Speaker "Doohee You" Details Back
-
Name
Doohee You
-
Company
Hulu
-
Designation
Senior Research And Software Engineer
Topic
Silhouettes; A cheap computational graphical approach to the validation of big data classification.
Abstract
Demand of computational cheap unsupervised classification validation is increasing due to fast growing need of data drive business decision development. Most commonly accepted graphical classification validation method is silhouette coefficient, which requires expensive computation due to computation theory. Hence, this paper suggest a computationally cheap and innovative application of cluster validation method. Method: Mean and SD of each cluster (N=3,777,481, k=5) is clustered from unsupervised classification method and plot it on one dimensional graph by each variable using layer of histograms to identify overlap of cluster which represents poor classification. Overlap of historgram is equivalent to negative silhouette coefficient.

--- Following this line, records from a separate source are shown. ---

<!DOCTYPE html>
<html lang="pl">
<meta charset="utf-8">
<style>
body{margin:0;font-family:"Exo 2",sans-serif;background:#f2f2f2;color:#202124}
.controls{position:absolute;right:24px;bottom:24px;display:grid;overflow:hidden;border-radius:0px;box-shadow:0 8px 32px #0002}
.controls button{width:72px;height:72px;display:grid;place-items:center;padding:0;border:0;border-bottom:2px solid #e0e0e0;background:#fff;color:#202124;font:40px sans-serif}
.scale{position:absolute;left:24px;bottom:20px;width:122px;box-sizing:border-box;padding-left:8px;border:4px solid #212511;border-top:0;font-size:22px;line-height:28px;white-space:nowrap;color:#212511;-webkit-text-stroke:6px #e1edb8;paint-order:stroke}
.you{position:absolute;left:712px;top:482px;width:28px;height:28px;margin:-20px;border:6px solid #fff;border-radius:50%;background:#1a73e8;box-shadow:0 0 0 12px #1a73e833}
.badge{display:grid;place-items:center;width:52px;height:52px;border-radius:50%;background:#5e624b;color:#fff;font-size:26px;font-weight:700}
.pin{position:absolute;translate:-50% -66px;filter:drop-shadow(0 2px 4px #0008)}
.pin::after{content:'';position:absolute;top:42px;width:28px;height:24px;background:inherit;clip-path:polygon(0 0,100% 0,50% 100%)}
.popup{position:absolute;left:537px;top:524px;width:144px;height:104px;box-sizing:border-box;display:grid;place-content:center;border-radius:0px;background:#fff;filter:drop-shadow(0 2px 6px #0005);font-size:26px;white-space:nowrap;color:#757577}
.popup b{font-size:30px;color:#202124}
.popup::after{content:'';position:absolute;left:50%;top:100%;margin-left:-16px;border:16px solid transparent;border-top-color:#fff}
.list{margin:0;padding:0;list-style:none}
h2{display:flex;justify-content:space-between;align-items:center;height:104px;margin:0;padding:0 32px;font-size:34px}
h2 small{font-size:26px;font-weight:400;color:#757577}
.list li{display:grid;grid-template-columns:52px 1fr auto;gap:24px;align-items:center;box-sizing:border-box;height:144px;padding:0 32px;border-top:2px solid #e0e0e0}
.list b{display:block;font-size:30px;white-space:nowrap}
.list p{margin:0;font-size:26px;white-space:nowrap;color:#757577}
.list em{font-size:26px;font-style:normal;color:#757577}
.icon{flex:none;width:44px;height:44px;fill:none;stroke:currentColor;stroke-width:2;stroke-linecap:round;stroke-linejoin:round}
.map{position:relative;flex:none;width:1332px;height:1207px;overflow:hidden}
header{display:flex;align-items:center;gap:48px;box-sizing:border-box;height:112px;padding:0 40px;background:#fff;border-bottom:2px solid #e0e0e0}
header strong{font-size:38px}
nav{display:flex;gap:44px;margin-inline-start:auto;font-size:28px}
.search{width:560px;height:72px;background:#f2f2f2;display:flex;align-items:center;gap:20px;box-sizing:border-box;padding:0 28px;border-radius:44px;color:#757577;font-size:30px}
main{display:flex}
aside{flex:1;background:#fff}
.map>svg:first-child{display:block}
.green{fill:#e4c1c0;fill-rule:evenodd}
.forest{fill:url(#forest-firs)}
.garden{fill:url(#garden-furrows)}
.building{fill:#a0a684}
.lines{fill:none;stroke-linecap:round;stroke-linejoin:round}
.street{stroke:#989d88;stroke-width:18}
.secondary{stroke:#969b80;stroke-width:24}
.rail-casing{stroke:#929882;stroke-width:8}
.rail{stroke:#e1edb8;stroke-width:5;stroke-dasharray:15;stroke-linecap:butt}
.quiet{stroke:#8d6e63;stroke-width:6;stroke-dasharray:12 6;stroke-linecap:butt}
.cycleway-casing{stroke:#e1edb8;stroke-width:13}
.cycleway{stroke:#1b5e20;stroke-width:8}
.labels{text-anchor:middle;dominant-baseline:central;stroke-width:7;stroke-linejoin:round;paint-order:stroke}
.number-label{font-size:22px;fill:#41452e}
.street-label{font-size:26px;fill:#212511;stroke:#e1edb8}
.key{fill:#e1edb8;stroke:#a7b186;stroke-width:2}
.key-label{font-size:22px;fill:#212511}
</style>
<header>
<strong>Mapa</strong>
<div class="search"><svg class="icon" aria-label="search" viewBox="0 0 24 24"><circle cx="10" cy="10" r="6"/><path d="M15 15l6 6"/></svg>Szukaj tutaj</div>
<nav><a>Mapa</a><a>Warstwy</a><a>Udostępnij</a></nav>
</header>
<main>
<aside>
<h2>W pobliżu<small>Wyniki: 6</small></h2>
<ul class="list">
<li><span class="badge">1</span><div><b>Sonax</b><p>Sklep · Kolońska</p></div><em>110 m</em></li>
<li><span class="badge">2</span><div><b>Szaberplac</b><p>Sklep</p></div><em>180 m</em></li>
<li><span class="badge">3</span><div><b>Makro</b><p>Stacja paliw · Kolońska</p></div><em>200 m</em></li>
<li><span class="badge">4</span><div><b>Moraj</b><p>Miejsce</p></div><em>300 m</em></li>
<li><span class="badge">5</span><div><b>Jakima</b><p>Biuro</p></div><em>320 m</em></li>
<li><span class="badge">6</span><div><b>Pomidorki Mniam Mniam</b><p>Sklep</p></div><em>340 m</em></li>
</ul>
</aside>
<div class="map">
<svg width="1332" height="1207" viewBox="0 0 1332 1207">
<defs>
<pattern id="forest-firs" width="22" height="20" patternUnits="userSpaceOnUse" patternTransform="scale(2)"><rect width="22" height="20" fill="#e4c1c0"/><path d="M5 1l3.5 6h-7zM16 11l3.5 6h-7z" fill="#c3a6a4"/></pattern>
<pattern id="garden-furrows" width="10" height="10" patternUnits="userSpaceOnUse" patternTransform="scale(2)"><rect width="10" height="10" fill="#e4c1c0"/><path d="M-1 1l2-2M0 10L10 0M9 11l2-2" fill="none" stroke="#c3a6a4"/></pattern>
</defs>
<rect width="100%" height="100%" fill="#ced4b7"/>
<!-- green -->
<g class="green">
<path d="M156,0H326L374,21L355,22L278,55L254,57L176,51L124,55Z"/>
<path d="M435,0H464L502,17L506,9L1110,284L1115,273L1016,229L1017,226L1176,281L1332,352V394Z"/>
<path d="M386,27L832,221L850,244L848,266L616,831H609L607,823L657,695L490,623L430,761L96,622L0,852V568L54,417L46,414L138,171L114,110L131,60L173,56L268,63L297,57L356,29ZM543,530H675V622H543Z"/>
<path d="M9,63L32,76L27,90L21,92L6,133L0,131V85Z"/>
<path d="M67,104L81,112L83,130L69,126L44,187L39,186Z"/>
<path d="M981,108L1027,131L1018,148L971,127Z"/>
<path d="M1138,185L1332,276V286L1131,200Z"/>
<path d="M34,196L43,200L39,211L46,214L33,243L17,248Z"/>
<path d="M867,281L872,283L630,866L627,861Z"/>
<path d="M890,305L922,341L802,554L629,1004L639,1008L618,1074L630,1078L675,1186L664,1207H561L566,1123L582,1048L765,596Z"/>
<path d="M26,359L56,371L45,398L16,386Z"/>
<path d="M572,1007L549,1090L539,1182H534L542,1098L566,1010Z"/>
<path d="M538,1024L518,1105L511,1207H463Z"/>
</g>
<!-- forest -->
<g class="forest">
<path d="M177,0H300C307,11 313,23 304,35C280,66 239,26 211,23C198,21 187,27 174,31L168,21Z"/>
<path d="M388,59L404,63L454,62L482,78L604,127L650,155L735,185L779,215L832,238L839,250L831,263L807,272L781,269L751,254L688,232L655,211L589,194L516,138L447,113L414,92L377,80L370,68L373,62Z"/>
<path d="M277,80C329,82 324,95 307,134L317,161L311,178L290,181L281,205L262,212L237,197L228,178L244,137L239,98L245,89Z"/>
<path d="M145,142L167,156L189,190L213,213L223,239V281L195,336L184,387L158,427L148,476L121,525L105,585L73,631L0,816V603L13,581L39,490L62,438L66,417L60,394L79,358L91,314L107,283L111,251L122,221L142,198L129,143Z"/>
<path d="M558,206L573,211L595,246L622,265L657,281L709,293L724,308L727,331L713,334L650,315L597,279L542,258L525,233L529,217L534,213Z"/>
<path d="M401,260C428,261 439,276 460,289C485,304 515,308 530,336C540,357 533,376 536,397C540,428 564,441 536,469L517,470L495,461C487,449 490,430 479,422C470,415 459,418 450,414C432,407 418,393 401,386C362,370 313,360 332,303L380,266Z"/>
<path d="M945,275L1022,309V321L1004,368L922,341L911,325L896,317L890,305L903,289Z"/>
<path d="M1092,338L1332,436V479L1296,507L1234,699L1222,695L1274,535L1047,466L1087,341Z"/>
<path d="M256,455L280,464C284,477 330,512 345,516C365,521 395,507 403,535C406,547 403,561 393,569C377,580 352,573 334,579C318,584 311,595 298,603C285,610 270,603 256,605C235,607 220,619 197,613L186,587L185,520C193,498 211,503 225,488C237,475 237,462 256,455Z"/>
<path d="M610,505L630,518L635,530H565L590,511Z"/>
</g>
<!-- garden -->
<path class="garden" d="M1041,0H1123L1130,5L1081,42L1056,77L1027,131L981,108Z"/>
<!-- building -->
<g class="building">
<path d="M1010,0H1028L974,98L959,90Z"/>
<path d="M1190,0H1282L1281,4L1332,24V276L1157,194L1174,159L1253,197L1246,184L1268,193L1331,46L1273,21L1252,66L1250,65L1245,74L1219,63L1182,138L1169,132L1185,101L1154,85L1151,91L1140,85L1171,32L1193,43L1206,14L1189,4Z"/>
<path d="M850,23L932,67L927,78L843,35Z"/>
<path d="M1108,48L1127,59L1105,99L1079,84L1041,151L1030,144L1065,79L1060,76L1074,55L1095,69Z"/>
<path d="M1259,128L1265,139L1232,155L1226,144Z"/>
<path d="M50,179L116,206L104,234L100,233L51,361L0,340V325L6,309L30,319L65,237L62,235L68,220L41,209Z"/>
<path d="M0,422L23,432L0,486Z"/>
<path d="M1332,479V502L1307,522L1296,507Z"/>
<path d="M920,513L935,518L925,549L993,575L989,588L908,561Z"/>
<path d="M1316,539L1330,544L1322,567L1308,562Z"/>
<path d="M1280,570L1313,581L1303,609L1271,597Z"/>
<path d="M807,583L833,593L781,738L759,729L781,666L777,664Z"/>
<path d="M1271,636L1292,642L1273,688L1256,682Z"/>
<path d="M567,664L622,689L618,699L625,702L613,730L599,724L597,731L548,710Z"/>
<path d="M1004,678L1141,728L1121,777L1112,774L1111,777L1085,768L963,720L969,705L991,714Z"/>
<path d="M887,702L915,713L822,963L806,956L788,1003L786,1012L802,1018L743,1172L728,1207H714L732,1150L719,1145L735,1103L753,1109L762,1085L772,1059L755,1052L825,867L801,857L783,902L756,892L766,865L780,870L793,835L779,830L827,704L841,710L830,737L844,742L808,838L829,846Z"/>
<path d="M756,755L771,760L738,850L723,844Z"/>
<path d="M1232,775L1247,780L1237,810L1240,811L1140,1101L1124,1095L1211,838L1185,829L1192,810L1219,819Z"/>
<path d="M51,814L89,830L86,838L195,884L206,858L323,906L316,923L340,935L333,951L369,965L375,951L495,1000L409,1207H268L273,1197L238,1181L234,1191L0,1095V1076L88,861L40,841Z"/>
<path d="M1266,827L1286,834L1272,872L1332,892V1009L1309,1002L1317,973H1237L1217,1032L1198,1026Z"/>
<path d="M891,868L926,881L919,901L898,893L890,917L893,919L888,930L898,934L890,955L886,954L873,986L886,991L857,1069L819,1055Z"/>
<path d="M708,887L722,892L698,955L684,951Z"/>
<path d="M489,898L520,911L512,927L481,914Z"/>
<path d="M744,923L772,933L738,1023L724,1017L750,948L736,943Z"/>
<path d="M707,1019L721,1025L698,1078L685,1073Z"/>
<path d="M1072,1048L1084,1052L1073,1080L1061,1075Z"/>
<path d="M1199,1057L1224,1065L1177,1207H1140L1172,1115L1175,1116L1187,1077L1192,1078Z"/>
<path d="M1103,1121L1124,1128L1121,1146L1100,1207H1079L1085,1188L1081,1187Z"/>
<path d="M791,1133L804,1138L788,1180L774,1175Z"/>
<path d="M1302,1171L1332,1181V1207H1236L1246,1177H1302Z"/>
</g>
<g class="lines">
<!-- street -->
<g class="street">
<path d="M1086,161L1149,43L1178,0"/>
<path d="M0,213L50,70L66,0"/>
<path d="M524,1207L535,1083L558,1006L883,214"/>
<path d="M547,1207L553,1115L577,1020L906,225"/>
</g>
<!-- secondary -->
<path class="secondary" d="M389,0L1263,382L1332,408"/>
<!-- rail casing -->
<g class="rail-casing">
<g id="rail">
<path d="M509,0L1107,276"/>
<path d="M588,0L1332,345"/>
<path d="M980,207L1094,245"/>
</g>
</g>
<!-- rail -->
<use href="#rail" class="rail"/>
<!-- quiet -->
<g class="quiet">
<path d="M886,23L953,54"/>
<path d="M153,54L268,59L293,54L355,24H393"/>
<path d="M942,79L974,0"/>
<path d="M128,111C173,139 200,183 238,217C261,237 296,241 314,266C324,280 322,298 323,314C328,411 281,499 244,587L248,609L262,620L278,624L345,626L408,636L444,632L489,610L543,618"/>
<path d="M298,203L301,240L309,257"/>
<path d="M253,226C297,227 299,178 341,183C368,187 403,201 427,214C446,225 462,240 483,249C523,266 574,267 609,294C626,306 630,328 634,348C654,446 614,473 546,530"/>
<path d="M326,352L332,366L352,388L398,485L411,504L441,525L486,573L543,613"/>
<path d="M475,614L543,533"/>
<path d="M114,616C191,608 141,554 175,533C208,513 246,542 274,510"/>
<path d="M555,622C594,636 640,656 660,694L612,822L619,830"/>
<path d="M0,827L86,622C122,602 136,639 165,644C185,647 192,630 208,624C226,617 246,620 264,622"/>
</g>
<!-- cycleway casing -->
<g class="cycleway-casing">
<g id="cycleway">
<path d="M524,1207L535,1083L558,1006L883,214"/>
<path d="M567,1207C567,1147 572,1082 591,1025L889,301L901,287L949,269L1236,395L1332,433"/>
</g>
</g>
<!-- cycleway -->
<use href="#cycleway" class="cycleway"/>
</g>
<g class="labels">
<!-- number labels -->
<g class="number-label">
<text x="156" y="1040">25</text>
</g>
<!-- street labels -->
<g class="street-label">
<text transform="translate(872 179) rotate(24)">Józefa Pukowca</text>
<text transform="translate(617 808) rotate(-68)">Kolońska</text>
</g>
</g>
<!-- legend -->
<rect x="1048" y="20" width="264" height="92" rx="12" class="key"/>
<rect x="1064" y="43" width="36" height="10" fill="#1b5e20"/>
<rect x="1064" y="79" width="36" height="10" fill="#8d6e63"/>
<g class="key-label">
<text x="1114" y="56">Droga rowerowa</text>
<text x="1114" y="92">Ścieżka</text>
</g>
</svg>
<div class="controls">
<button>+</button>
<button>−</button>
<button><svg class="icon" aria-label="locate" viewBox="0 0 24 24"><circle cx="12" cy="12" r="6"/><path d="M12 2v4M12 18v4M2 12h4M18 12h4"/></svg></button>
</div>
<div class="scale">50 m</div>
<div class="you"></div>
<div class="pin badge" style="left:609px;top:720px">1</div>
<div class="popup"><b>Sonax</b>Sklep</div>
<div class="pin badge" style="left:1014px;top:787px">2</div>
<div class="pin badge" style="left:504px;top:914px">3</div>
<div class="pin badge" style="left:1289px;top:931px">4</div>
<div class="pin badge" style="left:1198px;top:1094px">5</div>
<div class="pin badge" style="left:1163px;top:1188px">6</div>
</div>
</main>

Results: Less than quarter of (µ=18.03% SD=0.02) of time spent for graphical validation of cluster classification performance compare to using silhouette coefficient plot for validation. This method provides graphical aid to understand distribution of mean and SD that shows overlap of each cluster to understand classification validity using fractional computation resources.. Conclusions: Mean and SD driven cluster value distribution graph allows significantly fast classification validation than Silhouette coefficient driven method. Impact: Reducing computation time and power will allow faster unsupervised classification validation to support prompt decision making in fast moving data-driven business.